Mort dimanche à l'âge de 78 ans, Franz Beckenbauer, l'un des rares à avoir été champion du monde à la fois comme joueur et comme sélectionneur, est entré dans la légende en révolutionnant son poste de défenseur central.

"Avant Beckenbauer, rappelle Sylvain Kastendeuch, ancien libero du FC Metz, les défenseurs étaient des destructeurs ou des empêcheurs de jouer. Lui a apporté une dimension offensive et technique qui n'existait pas. Il avait la clairvoyance et la capacité de construire le jeu." 

"A partir de Beckenbauer, poursuit-il, le libero a pu créer un surnombre en attaque. C'était un précurseur."

C'est pendant les années 1960 et 1970, tandis que l'Ajax et les Pays-Bas de Johan Cruyff métamorphosaient le football en le rendant "total", que le double Ballon d'or allemand a fait entrer dans une nouvelle dimension ce poste de libero, imaginé à la base dans le football italien. 

Avant la révolution du "Kaiser" (l'empereur), le défenseur évoluant à ce poste jouait un cran en-dessous de ses partenaires, juste devant le gardien de but, comme une sorte de dernière lame. Beckenbauer, formé au milieu de terrain, l'a fait remonter de deux crans, au-dessus de la défense, comme un premier meneur de jeu. 

Bixente Lizarazu, très proche de Beckenbauer, alors dirigeant, qui l'avait fait venir au Bayern de Munich en 1997, explique: "En Allemagne, dans une défense à trois ou à cinq, il y avait deux stoppeurs - des défenseurs +à l'ancienne+ qui découpaient les attaquants - et Beckenbauer, dans son rôle de libero, qui amorçait une relance après la récupération du ballon." 

"Il pouvait le faire grâce à une excellente technique. Joueur, il alliait qualité de passes et de percussions. Il n'était pas simplement technique, il était un excellent défenseur", poursuit l'ancien latéral gauche, champion du monde (1998) et d'Europe (2000) avec l'équipe de France et vainqueur d'une Ligue des champions (2001) avec le Bayern.

Dans les dix meilleurs joueurs du monde

"Avec Cruyff, il était mon idole", se remémore le défenseur français Maxime Bossis, ancien international aux 76 sélections. "Il était une référence à son poste où il coupait les trajectoires des attaquants adverses et se positionnait comme le premier relanceur. Il fait assurément partie des dix meilleurs joueurs de l'histoire."

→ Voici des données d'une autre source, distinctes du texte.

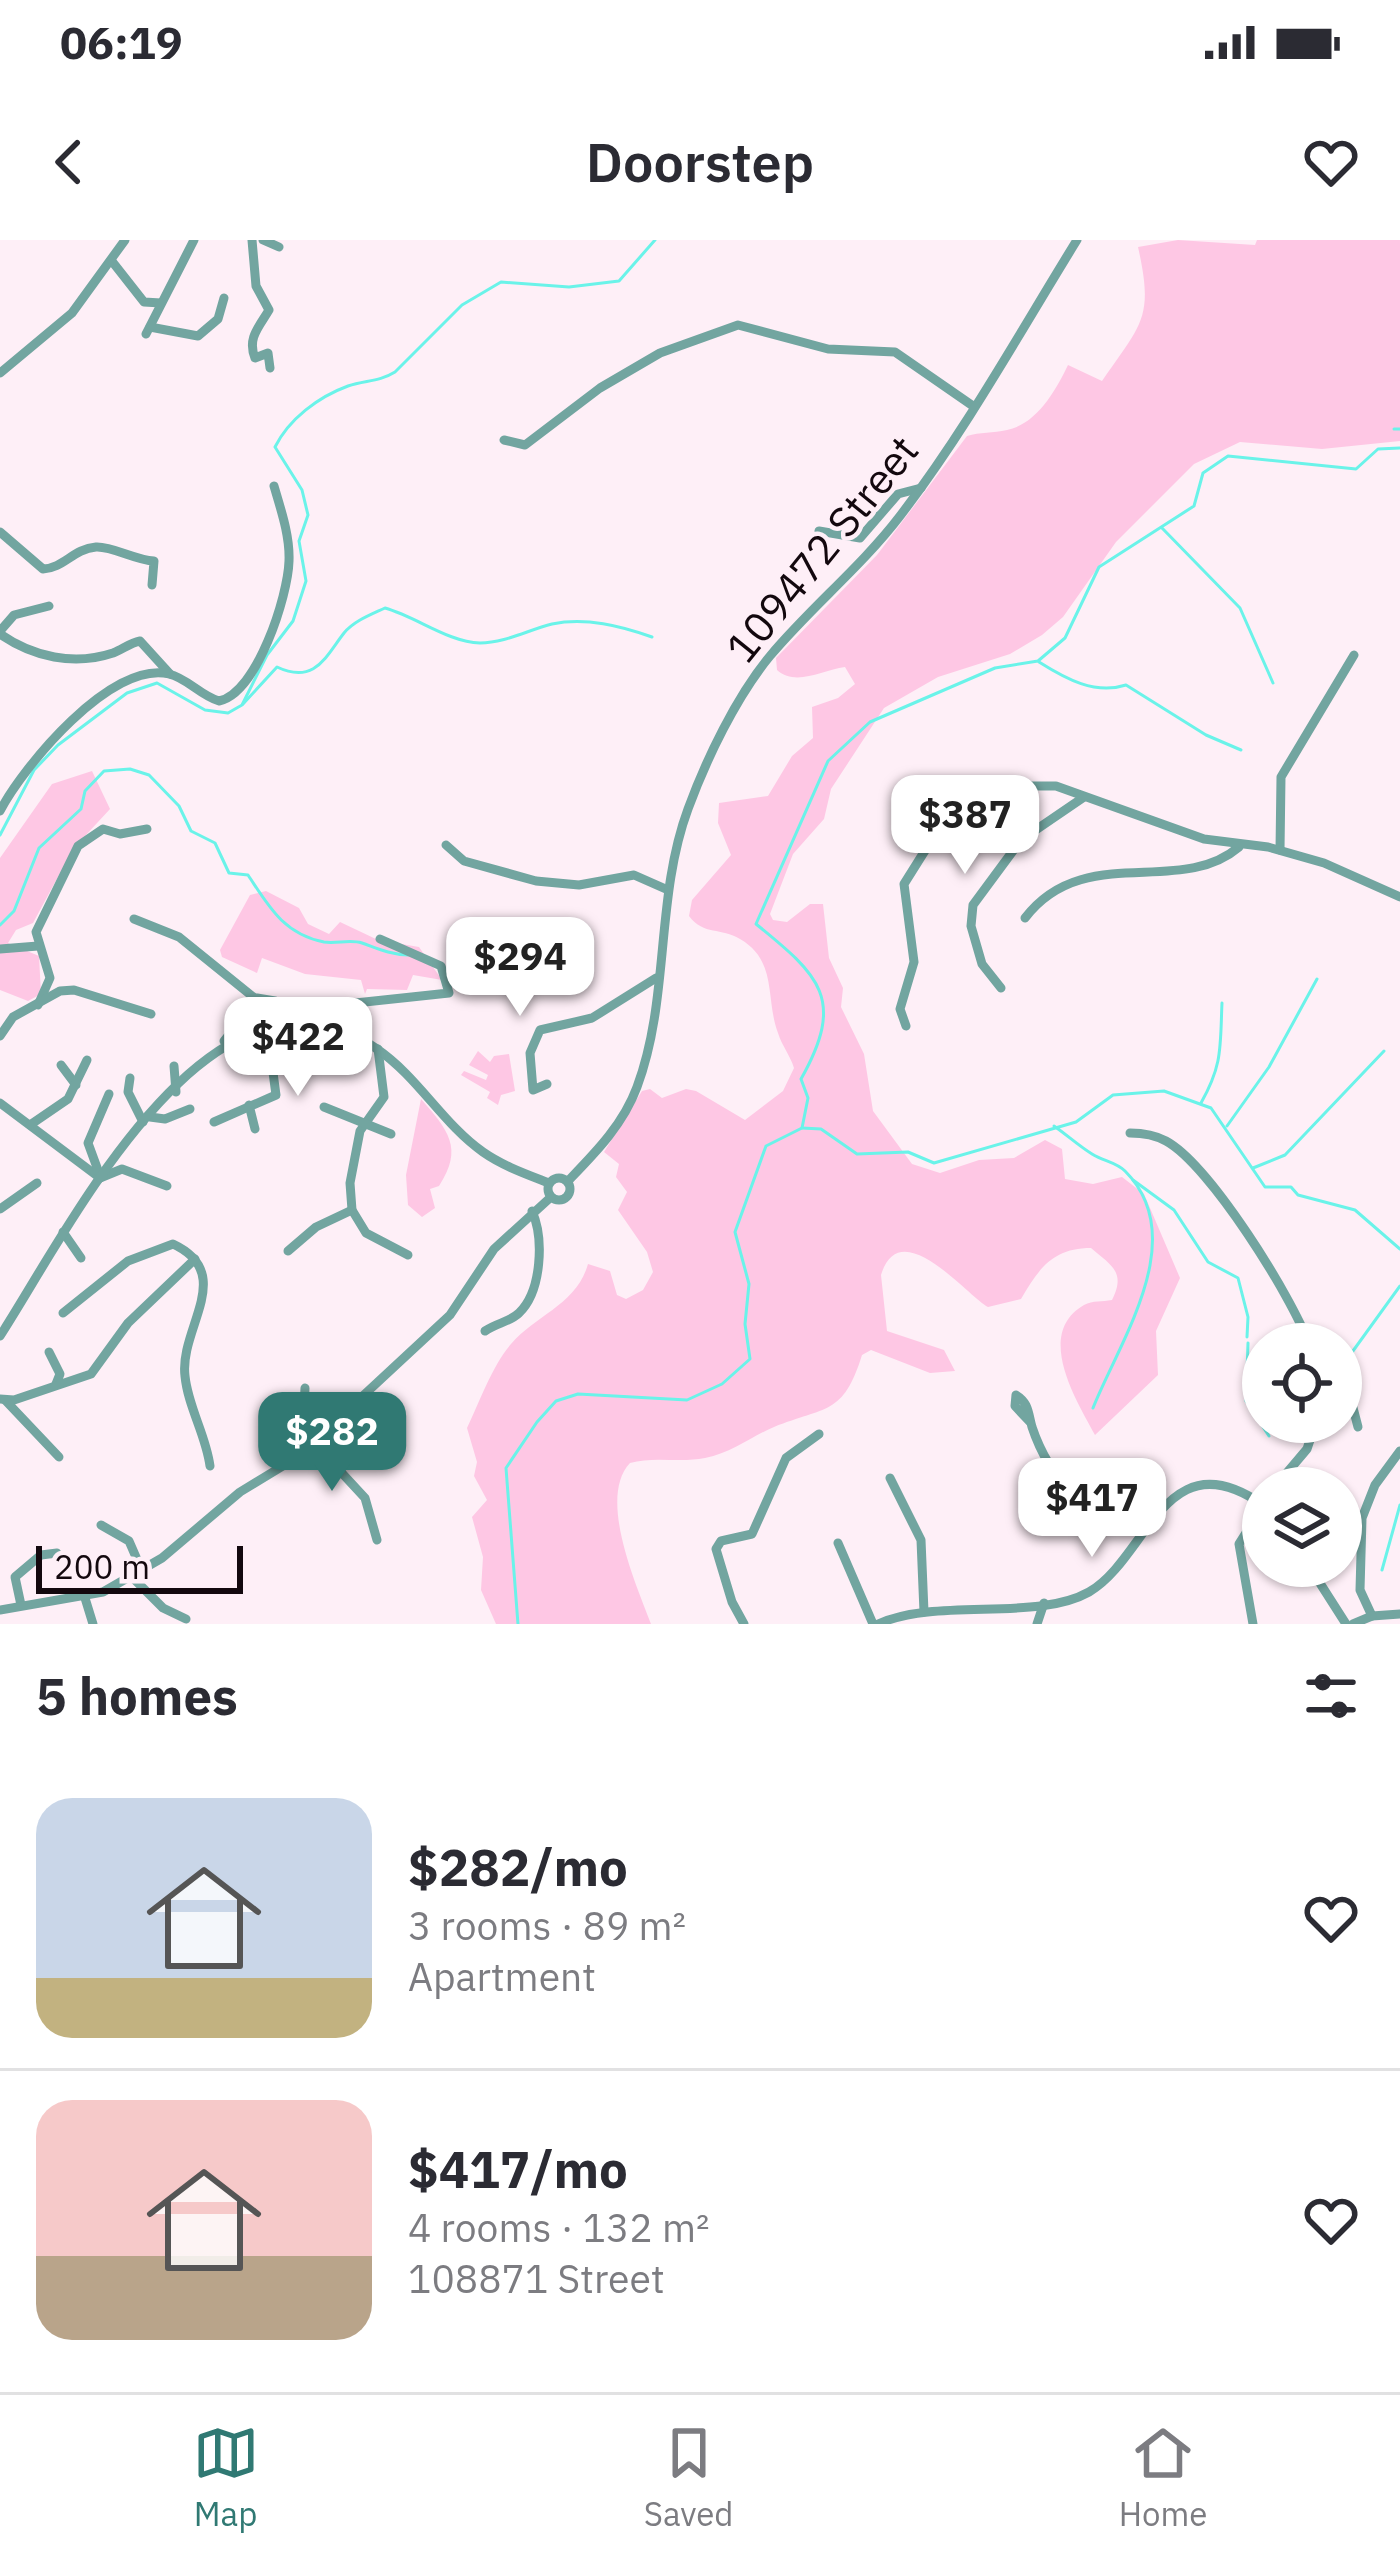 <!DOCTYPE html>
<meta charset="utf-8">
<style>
:root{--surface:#fff;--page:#f2f2f3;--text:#2b2b33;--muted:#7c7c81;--line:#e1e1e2;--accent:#307973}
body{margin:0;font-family:"IBM Plex Sans",sans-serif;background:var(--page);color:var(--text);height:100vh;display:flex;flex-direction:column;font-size:45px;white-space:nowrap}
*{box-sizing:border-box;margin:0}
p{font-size:39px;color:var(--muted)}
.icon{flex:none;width:66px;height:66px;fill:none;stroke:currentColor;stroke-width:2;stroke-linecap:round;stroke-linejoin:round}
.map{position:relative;height:1384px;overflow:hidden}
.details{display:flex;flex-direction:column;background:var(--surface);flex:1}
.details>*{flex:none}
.fabs{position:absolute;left:1242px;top:1083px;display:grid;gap:24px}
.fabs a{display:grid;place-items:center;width:120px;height:120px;border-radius:50%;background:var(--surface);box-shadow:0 3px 9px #0004;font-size:60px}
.scale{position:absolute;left:36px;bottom:30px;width:207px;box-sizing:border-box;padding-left:12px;border:6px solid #13080e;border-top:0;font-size:33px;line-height:42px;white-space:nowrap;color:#13080e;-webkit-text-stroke:9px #feeff7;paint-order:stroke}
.price{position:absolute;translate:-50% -102px;padding:0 27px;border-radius:24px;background:#fff;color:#222;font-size:39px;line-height:78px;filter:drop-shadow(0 3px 6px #0008)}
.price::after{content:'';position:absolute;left:50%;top:72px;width:36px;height:27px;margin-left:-18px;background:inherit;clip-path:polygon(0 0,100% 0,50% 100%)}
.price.on{background:var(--accent);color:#fff}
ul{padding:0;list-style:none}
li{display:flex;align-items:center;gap:36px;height:300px;padding:0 36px}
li+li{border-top:3px solid var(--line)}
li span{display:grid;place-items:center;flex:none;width:336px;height:240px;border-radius:36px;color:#555}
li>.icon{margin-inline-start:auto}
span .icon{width:144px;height:144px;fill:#fffc;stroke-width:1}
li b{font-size:51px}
h2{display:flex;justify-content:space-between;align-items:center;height:144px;padding:0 36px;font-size:51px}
.status{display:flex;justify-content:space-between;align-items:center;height:84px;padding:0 60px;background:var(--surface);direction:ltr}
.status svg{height:33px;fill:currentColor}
header{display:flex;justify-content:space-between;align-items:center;height:156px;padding:0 36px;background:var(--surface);font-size:54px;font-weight:600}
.tab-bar{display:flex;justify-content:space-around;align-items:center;height:168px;border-top:3px solid var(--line);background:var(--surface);font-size:33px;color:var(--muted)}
.tab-bar a{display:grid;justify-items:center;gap:6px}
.tab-bar .on{color:var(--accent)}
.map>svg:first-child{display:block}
.green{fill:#fec7e4}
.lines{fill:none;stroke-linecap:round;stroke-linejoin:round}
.stream{stroke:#6af3e9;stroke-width:3}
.minor{stroke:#72a5a0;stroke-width:9}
.labels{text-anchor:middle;stroke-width:9;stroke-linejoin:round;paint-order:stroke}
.street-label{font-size:42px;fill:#13080e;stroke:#feeff7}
</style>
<div class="status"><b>06:19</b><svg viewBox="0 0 49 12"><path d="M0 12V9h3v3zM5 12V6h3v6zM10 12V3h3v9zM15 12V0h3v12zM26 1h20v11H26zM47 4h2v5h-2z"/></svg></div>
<header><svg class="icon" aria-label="back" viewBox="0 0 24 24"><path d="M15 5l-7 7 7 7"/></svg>Doorstep<svg class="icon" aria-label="heart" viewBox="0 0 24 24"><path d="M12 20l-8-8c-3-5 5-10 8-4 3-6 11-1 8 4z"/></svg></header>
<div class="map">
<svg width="1400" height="1384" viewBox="0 0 1400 1384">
<rect width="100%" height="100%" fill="#feeff7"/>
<g class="green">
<path d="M1178 0 1255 5 1257 0H1400V201L1322 209 1240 202 1194 224 1116 302 1063 377 1042 395 1010 414 938 437 884 468 831 549 824 579 793 614 770 674 773 680 787 682 810 664H823L829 718 843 748 841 767 864 814 873 871 912 924 940 933 979 920 1014 918 1045 900 1062 909 1065 939 1093 944 1122 937 1144 954 1180 1038 1156 1091 1158 1135 1095 1195C1077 1161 1034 1094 1084 1065 1093 1060 1102 1062 1112 1060 1126 1032 1112 1026 1091 1008 1052 1008 1038 1030 1021 1059L988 1067C966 1055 900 972 881 1035L887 1091 944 1110 955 1131 930 1133 871 1110 862 1115C843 1176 826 1166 774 1187 750 1197 732 1213 705 1218 680 1223 653 1216 630 1223 597 1258 637 1346 651 1384H496L481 1350 483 1317 472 1277 487 1260 474 1236 477 1222 467 1188C480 1161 492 1126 511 1104 536 1075 577 1064 588 1024L610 1031 617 1055 626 1059 643 1050 653 1032 647 1012 618 970 627 952 616 937 619 924 604 912 642 851 650 849 662 858 686 849 696 851 745 880 783 851 794 828C790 815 782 806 778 793 765 759 778 721 740 699 721 687 704 696 689 676L692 660 731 615 718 583 719 563 768 556 792 516 813 498 812 467 838 458 855 444 845 427C822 430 796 447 777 430L776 418 877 315 967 196C980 192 993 193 1007 190 1037 184 1056 150 1068 125L1102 141C1142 83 1154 78 1138 7Z"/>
<path d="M92 531 110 569 73 609 33 683 16 690 8 703 39 716 41 754 28 761 0 750V618L52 544Z"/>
<path d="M266 651 299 668 308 684 329 694 340 682 378 700 419 707 442 740 413 735 407 750 367 749 365 754 361 740 305 734 262 718 257 733 222 717 220 710 250 655Z"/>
<path d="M562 696 565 703 517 728 463 732 458 723 469 713 501 716Z"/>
<path d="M478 811 490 822 494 816 509 814 515 851 501 855 498 865 487 858 490 852 461 835 464 831 486 840 488 835 469 825Z"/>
<path d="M421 859C448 890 464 908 439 946L430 949 435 968 422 977 408 965 406 935Z"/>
</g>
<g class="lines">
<g class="stream">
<path d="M1394 189H1400"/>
<path d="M1162 288 1240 368 1273 443"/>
<path d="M1039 422C1066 439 1095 455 1126 445L1206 495 1241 510"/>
<path d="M243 464 277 427C315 445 326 416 344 393 354 381 370 375 385 368 417 377 448 402 480 403 505 403 528 390 552 384 586 377 621 386 652 397"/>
<path d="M0 595 34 530 58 505 127 453 157 443 205 470 228 473 242 465 267 415 293 381 306 341 299 301 308 275 302 250 275 207C289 179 318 157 348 146 365 140 379 142 395 132L462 65 501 42 569 47 619 41 655 0"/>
<path d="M0 685 14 671 39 608 81 569 85 551 104 531 130 529 149 535 179 566 191 591 215 603 229 633 248 635C268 665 283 694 324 702 337 704 350 699 362 703 379 709 389 714 408 715"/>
<path d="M452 733C473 723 491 726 512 722 527 719 535 710 551 709"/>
<path d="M1201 863C1223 824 1220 807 1222 763"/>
<path d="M1054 886C1067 895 1079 906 1092 914 1103 921 1116 922 1125 931 1192 998 1119 1102 1093 1168"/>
<path d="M1227 886 1269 827 1317 739"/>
<path d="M802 888 821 889 857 914 908 912 934 923 1076 882 1113 855 1164 851 1211 868 1265 947H1291L1298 955 1355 970 1400 1009"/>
<path d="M1253 928 1285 915 1384 811"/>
<path d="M1133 940 1174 970 1208 1022 1238 1038 1248 1077 1247 1097"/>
<path d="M1248 1103 1246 1161 1269 1196"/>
<path d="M1345 1122 1400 1046"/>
<path d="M1382 1330 1400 1265"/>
<path d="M518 1384 506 1228 537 1182 556 1161 578 1154 687 1160 722 1144 750 1119 745 1084 749 1044 735 992 766 906 802 888 808 858 801 839C846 759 820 736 756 684L828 521 870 482 995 428 1038 421 1065 398 1099 327 1194 266 1203 233 1228 216 1356 229 1378 209 1400 208"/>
</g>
<g class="minor">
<path d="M252 0 256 46 269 70C259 87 247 98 255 118L268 113 270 128"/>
<path d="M263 0 279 7"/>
<path d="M111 20 144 62 161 63"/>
<path d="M150 87 198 96 218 79 224 58"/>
<path d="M146 94 194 0"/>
<path d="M0 133 72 73 125 0"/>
<path d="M504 200 525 205 600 148 660 113 738 85 828 109 895 112 973 166"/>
<path d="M819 291 860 298 898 254 921 248"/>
<path d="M0 292 43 329C64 328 73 309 96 307 112 306 135 320 154 321L152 345"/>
<path d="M0 391 14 375 49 366"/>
<path d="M0 394C33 417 74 426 113 413 123 409 130 403 140 401L170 434"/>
<path d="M0 571C23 527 111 420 169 434 187 438 201 456 219 461 257 453 288 356 289 321 290 296 281 270 274 246"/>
<path d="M446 605 464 621 536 641 579 645 634 635 668 650"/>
<path d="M1280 610 1281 537 1354 415"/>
<path d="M1025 678C1084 601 1179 658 1239 607"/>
<path d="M134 679 179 697 257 760 224 801"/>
<path d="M0 709 38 706"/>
<path d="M1001 748 982 724 971 686 973 665 1021 600 1084 557"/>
<path d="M257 758 275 761 304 783"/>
<path d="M38 765 50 738 36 692 78 606 103 589 120 594 147 589"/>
<path d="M316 784 330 770 346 764 449 753 441 726 380 699"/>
<path d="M906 786 900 769 914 722 904 644 948 574 970 556 995 546H1056L1204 599 1268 607 1324 623 1400 657"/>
<path d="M0 796 13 777 60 751 74 750 151 774"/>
<path d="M378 809 384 857 360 891 350 943 352 970 366 993 408 1015"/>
<path d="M61 825 76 845"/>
<path d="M174 826 176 852"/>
<path d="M130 838 128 852 143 882"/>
<path d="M547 844 533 850 530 813 540 790 592 778 656 738"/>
<path d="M0 863 100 938"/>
<path d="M249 865 255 889"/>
<path d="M324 867 391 894"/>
<path d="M150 877 165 879 190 869"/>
<path d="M214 882 276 855 272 825 254 788"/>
<path d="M30 885 68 859 87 820"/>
<path d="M1130 893C1142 893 1155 895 1166 901 1210 925 1292 1057 1309 1104"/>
<path d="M99 933 88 903 109 854"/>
<circle cx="559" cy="949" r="11"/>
<path d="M100 938 122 929 167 946"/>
<path d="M568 941C595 913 623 885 637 847 670 759 655 658 688 569 706 520 736 457 770 416 811 367 861 327 900 276 966 190 1020 92 1077 0"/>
<path d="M0 969 37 943"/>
<path d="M63 992 81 1018"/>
<path d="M288 1011 316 987 352 970"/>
<path d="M63 1073 128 1021 173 1004C237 1034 179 1088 185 1136 188 1167 206 1195 210 1226"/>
<path d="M485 1091C496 1083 510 1082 519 1073 542 1051 544 998 532 971"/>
<path d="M0 1096C70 988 213 695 377 809 418 837 443 884 483 912 503 926 526 934 549 943"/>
<path d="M49 1112 60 1134 56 1144"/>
<path d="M1341 1152 1352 1164 1358 1187"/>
<path d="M0 1159 14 1160 91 1134 128 1083 195 1019"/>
<path d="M5 1160 59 1217"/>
<path d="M1030 1182 1015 1166 1016 1155C1029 1163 1028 1173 1032 1187 1049 1238 1087 1279 1140 1291"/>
<path d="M323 1194 340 1231 365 1258 377 1300"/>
<path d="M1400 1211 1375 1245 1362 1278 1360 1350 1372 1376 1400 1374"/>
<path d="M302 1212 305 1148"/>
<path d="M890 1238 921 1300 924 1372"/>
<path d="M1274 1248 1307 1209 1316 1182"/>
<path d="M101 1285 129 1301 142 1331"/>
<path d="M838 1303 873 1384"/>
<path d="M1309 1326 1346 1384"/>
<path d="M131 1336 163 1368 186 1379"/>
<path d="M85 1358 93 1384"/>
<path d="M21 1365 15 1337 41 1315 57 1313"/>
<path d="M0 1370 103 1352 162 1318 240 1252 296 1218 450 1075 494 1009 551 957"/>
<path d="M744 1384 732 1362 716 1309 721 1301 752 1294 786 1218 819 1194"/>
<path d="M878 1384C939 1357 1036 1382 1089 1352 1148 1318 1165 1196 1263 1265"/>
<path d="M1037 1384 1044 1363"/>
<path d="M1253 1384 1239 1304 1263 1266"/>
<path d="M1353 1384 1372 1376"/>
</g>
</g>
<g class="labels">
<g class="street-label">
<text transform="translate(822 309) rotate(-51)" y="15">109472 Street</text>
</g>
</g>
</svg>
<div class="fabs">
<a><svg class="icon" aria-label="locate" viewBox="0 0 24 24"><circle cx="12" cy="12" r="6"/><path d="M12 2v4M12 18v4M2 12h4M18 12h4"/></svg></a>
<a><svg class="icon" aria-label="layers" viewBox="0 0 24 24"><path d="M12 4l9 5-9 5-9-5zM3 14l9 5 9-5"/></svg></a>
</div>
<div class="scale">200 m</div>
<b class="price" style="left:965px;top:637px">$387</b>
<b class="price" style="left:520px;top:779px">$294</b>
<b class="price" style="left:298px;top:859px">$422</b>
<b class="price on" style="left:332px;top:1254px">$282</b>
<b class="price" style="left:1092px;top:1320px">$417</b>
</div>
<section class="details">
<h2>5 homes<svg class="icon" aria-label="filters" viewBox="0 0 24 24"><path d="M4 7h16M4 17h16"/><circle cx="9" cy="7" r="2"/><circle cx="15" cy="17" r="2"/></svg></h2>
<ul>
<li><span style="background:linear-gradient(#c9d6e8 75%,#c2b280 0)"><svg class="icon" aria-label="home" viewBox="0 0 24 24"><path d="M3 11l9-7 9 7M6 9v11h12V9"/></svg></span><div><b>$282/mo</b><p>3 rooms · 89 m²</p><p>Apartment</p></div><svg class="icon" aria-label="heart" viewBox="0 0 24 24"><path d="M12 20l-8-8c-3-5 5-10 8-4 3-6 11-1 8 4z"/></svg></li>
<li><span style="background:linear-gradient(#f6c9c9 65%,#b9a48a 0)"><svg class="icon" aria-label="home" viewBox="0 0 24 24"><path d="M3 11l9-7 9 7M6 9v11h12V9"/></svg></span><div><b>$417/mo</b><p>4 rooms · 132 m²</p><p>108871 Street</p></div><svg class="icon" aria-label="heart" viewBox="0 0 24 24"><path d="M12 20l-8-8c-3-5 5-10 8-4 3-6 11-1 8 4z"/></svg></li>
</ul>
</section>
<nav class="tab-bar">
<a class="on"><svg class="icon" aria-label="map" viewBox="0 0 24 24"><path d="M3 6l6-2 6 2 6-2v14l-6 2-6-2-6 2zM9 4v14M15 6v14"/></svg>Map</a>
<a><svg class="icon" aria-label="saved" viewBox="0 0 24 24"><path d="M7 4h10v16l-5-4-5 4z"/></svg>Saved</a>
<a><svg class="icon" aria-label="home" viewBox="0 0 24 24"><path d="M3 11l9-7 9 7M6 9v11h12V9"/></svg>Home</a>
</nav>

"Après lui, reprend Kastendeuch, on a vu des meneurs de jeu devenir libero, comme Lothar Matthäus mais avec moins d'élégance tout de même. Beckenbauer alliait élégance, esthétisme, fair-play poussé à l'extrême et rage de vaincre. Il a anobli le poste de libero par son comportement. En cela, il a été très inspirant."

Grâce notamment à la révolution qu'il a opérée au poste de libero, Franz Beckenbauer est devenu la première star du football évoluant à un poste défensif. 

Une aura jamais démentie et perpétuée à la fin de sa carrière de joueur.

"Franz incarne la réussite globale, totale, explique Lizarazu. Pas simplement en tant que joueur, mais en tant qu'entraîneur, dirigeant, consultant, homme d'image. Je pense qu'il a mieux gagné sa vie après sa carrière de joueur. Il a été éclectique et performant dans tout ce qu'il a entrepris."

"J'ai un regret, déplore Bossis, c'est de n'avoir jamais joué contre lui. J'en ai eu l'occasion une seule fois avec une sélection internationale qui devait affronter le Cosmos de New York où il évoluait, mais le FC Nantes ne m'a pas libéré à l'époque."

La liberté, Beckenbauer l'a prise et imprimée à jamais dans l'histoire du football.